Je n’ai jamais compris l’engouement pour l’Objective-C − dont je trouve la syntaxe affreuse − qui était incontournable (obligatoire, en fait) pour développer sur Mac OS X et sur iOS… Bon, depuis ils ont sorti Swift pour une bonne raison, et l’Objective-C a dégringolé.
En 2010, bon nombre de blogueurs clamaient que l’avenir était forcément de développer en Ruby avec une base MongoDB. Puis le NodeJS et le Python ont repris le dessus… Jusqu’à quand ? (maintenant Ruby est même considéré comme un langage en train de mourir)
En remontant plus loin, je me souviens qu’en 1995 ou 1996, certains disaient qu’en 2000 on serait tous en train de développer en Java sous Taligent. J’en rigole encore quand j’y pense.

De très nombreux logiciels d’importance majeure sont développés en C et en C++, comme il y a 25 ans. Parce que ce qui marchait alors marche toujours maintenant.
Basiquement, la majorité des sites web sont développés de nos jours en utilisant les mêmes principes qu’il y a 15 ans, tout en considérant que c’est fait dans les règles de l’art.
Par contre, on a maintenant à notre disposition des moyens en intelligence artificielle dont on n’osait rêver il y a 10 ans.

Un autre exemple de cycle concerne les microprocesseurs. Dans les années 1980, le constructeur britannique de micro-ordinateurs Acorn avait créé le processeur ARM pour ses ordinateurs Archimedes. Ce processeur 32 bits avait la puissance d’une puce haut de gamme (comme le 80386 d’Intel), mais pour une fraction de son prix, le plaçant en concurrence avec le 68000 de Motorola utilisé dans les Apple Macintosh, les Comodore Amiga et les Atari ST.
Sauf que dans les années 1990, le couple “Wintel” (compatibles PC sous Windows avec un processeur Intel) écrasa tout sur son passage, et les Archimedes ont disparu malgré les nombreuses qualités de leur processeur.
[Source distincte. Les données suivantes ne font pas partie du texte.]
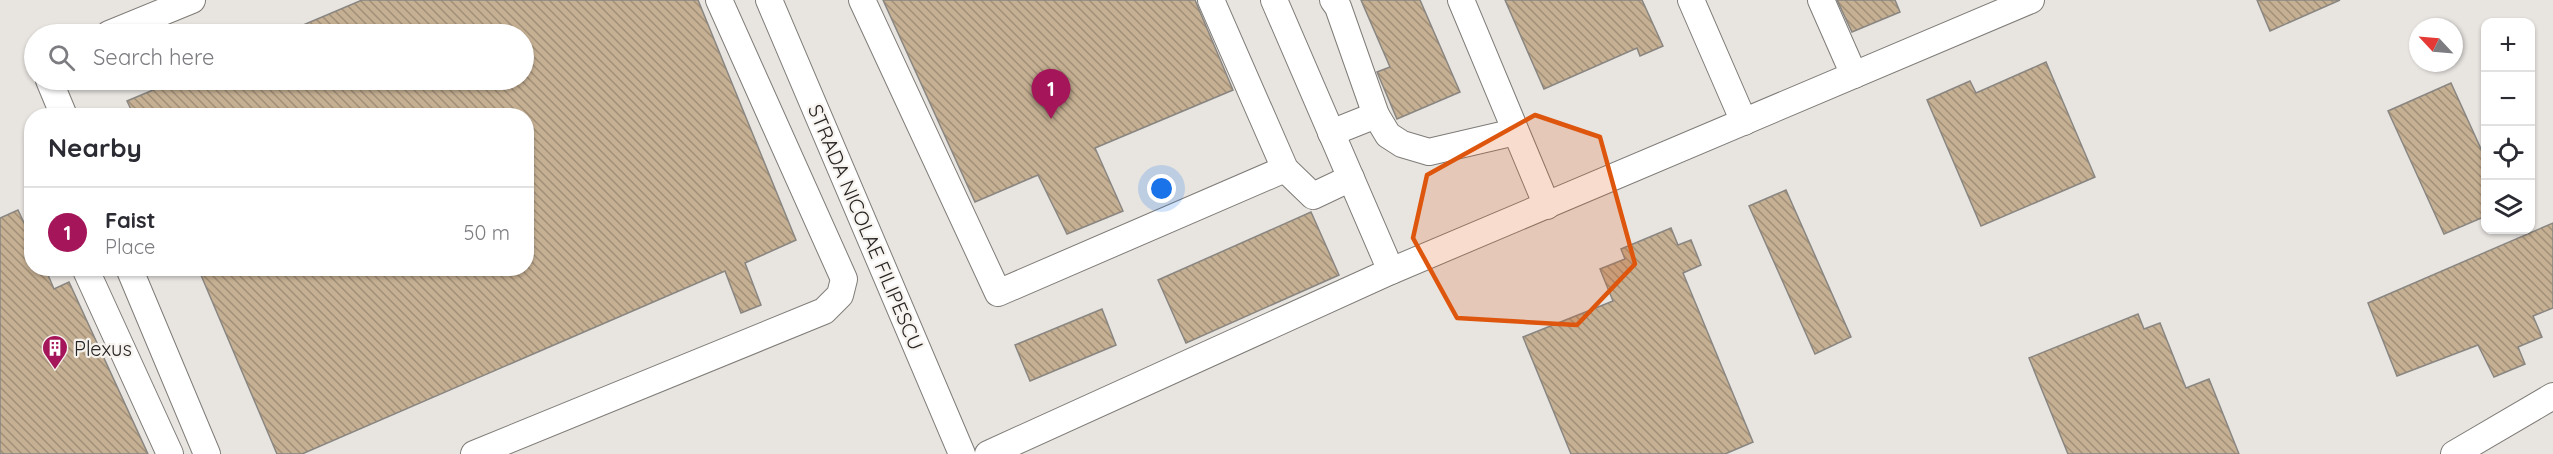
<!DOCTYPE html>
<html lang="en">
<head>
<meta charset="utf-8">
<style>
  :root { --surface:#fff; --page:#f7f7f7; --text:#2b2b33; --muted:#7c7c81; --line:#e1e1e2; --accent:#a41559 }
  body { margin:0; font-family:Quicksand,sans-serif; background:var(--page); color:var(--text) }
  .controls { position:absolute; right:18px; top:18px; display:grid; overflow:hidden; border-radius:12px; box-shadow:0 2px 4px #0004 }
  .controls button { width:54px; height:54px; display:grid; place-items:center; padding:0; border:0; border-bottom:2px solid var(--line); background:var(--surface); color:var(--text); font:30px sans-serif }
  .compass { position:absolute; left:2409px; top:18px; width:54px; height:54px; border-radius:50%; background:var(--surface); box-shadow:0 2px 4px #0004; rotate:296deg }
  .you { position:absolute; left:1162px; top:189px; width:21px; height:21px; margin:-15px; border:4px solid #fff; border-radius:50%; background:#1a73e8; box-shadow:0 0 0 9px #1a73e833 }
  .badge { display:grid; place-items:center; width:39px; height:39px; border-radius:50%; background:var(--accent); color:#fff; font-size:20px; font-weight:700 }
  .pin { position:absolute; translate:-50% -50px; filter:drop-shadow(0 2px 3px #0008) }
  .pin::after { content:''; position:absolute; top:32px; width:21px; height:18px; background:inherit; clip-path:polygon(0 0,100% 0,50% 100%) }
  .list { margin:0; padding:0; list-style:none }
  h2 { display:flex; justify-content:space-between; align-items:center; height:78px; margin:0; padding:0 24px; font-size:26px }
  h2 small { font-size:20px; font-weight:400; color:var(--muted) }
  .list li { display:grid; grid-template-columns:39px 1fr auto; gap:18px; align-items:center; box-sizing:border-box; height:90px; padding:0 24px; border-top:2px solid var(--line) }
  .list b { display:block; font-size:22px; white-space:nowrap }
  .list p { margin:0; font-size:20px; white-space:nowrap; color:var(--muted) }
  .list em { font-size:20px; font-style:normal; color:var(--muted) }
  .icon { flex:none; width:33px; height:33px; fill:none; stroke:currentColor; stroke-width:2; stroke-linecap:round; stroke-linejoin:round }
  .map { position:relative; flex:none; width:2553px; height:454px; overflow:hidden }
  .search { position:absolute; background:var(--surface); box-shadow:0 2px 4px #0004; left:24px; top:24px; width:510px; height:66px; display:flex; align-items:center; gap:15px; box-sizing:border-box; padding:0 21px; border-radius:33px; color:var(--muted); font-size:22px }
  .panel { position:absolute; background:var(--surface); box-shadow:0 2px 4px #0004; left:24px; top:108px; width:510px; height:168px; border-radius:24px }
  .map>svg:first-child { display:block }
</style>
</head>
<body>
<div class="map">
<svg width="2553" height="454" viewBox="0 0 2553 454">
  <defs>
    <pattern id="building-back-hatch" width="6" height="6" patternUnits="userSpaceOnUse" patternTransform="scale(1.5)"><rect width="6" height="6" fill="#c6b093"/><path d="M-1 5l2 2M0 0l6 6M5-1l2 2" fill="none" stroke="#a18f78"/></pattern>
  </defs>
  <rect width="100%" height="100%" fill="#e8e5e1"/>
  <!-- building -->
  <g fill="url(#building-back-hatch)" stroke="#898682" stroke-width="1.5">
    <path d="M362,0H698L796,240L745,263L761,305L741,313L725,271L302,454H277L198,268H526V116H134L127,101L177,80H524V34H282Z"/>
    <path d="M883,0H1195L1233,90L1095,148L1123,211L1067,234L1038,175L975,202Z"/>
    <path d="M1361,0H1420L1460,92L1397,119L1377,72L1390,67Z"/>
    <path d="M1505,0H1642L1663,46L1640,56L1637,48L1544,89Z"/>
    <path d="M1837,0H1895L1900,12L1852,32Z"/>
    <path d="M2257,0H2340L2270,31Z"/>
    <path d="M2046,62L2095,177L1981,226L1927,100L1970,81L1976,93Z"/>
    <path d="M2451,83L2486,160V216L2444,234L2388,111Z"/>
    <path d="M1786,190L1851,337L1815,354L1749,206Z"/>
    <path d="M18,210L32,240V268H45L54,289L69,282L148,454H0V218Z"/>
    <path d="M1311,212L1339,275L1186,343L1158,280Z"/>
    <path d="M2553,223V308L2533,316L2542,337L2518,347L2525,364L2494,377L2478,345L2397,376L2368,303Z"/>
    <path d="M1671,228L1678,245L1691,240L1701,265L1683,273L1753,442L1725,454H1571L1523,337L1613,301L1600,269L1625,259L1621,249Z"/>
    <path d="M1102,309L1116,345L1030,381L1015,345Z"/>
    <path d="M2138,314L2144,329L2160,323L2186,388L2209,379L2239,454H2068L2029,358Z"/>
  </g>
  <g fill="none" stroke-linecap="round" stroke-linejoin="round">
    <defs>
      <g id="minor">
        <path d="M769,0L962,454"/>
        <path d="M862,0L998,293L1285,169"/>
        <path d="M1211,0L1285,169L1313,196L1351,178"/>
        <path d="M1274,0L1391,271"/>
        <path d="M1333,0L1338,7L1376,115L1388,135L1402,144L1429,152L1515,132"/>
        <path d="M1461,0L1547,206"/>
        <path d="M1691,0L1744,122"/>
        <path d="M1821,0L1854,75"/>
        <path d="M109,34L192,0"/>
        <path d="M49,80L64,116"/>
        <path d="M1331,133L1376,115"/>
        <path d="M85,268L170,454"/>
        <path d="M129,268L207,454"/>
        <path d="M474,454L824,311L840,295L844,279L719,0"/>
        <path d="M988,454L1391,271L2031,0"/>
        <path d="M2454,454L2553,396"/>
      </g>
    </defs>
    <!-- minor casing -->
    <use href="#minor" stroke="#7f7c78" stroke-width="28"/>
    <!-- minor -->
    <use href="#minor" stroke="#fff" stroke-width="26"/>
  </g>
  <!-- marked area -->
  <path fill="#de560d" fill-opacity="0.2" stroke="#de560d" stroke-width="4.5" stroke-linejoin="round" d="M1535,115L1600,137L1635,264L1577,325L1457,318L1413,238L1427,175Z"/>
  <!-- icons -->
  <defs>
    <symbol id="building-pin" viewBox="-11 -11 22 30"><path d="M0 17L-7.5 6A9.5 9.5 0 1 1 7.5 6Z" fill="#a41559" stroke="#f6f2ee"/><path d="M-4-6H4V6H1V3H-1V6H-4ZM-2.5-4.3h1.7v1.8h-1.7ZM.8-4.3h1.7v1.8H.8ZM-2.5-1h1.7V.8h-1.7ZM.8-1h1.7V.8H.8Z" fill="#fff"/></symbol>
  </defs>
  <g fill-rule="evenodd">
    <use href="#building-pin" x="40" y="333" width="30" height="40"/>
  </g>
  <g text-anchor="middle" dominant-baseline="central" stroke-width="4.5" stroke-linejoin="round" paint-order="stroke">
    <!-- street labels -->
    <g font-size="20" fill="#262524" stroke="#f6f2ee">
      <text transform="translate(866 227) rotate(67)">STRADA NICOLAE FILIPESCU</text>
    </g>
    <!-- poi labels -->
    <g font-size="20" fill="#262524" stroke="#f6f2ee" text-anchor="start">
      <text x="74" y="348">Plexus</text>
    </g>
  </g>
</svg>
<div class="controls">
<button>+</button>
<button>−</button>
<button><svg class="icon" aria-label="locate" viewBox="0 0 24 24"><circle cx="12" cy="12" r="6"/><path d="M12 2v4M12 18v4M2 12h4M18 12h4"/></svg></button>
<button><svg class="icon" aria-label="layers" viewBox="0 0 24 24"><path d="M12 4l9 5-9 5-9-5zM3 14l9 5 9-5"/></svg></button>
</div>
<svg class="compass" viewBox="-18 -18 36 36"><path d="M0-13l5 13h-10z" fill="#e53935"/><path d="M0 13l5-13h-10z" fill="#7c7c81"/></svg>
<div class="you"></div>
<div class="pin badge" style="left:1051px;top:119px">1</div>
<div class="search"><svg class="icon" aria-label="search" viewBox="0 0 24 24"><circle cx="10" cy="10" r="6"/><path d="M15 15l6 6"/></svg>Search here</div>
<section class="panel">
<h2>Nearby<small></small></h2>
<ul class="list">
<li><span class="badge">1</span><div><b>Faist</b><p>Place</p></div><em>50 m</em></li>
</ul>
</section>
</div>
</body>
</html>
Parmi celles-ci, sa faible consommation électrique lui ouvrit la porte des PDA, puis des téléphones portables ; et avec l’augmentation de leur puissance, les ARM ont équipé les tablettes, et aujourd’hui les Mac d’Apple.
Si ça, ce n’est pas un fabuleux pied de nez à l’histoire technique…

Pour finir sur le sujet, dans l’une des entreprises où j’ai travaillé, une personne de l’équipe éditoriale a fait une reconversion professionnelle en allant vers le développement informatique. Il s’est autoformé avant de faire une formation ultra-courte de quelques mois. Mais avec juste ça, il se voyait assez compétent pour dire à qui voulait l’entendre que je suis un mauvais directeur technique, complètement “has been”.
Mmh… J’ai mené pas mal de projets informatiques, certains sous licence libre, certains gratuits, certains qui n’ont pas trouvé d’utilisateurs, d’autres qui tournent encore en production 10 ou 15 ans après…
Le fait de ne pas avoir imposé dans notre entreprise des technos à la mode au fur et à mesure qu’elles apparaissaient, ce n’est pas être mauvais, c’est être pragmatique. Et accessoirement, ça a payé son salaire pendant plusieurs années.